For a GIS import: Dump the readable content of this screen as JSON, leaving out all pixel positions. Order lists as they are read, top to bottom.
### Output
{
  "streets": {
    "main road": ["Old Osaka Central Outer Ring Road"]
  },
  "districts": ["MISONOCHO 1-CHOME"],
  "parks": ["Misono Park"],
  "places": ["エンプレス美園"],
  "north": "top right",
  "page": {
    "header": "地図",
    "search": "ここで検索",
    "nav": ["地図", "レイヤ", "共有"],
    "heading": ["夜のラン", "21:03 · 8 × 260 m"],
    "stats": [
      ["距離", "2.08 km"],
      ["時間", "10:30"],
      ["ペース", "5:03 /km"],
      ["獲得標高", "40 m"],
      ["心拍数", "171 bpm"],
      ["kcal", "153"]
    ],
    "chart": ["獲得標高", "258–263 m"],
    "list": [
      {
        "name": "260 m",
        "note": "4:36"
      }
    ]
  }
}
........
- _Your task_
Reproduce the material exactly, and keep every line as it is.

- _Problem solution_
For a GIS import: Dump the readable content of this screen as JSON, leaving out all pixel positions. Order lists as they are read, top to bottom.
### Output
{
  "streets": {
    "main road": ["Old Osaka Central Outer Ring Road"]
  },
  "districts": ["MISONOCHO 1-CHOME"],
  "parks": ["Misono Park"],
  "places": ["エンプレス美園"],
  "north": "top right",
  "page": {
    "header": "地図",
    "search": "ここで検索",
    "nav": ["地図", "レイヤ", "共有"],
    "heading": ["夜のラン", "21:03 · 8 × 260 m"],
    "stats": [
      ["距離", "2.08 km"],
      ["時間", "10:30"],
      ["ペース", "5:03 /km"],
      ["獲得標高", "40 m"],
      ["心拍数", "171 bpm"],
      ["kcal", "153"]
    ],
    "chart": ["獲得標高", "258–263 m"],
    "list": [
      {
        "name": "260 m",
        "note": "4:36"
      }
    ]
  }
}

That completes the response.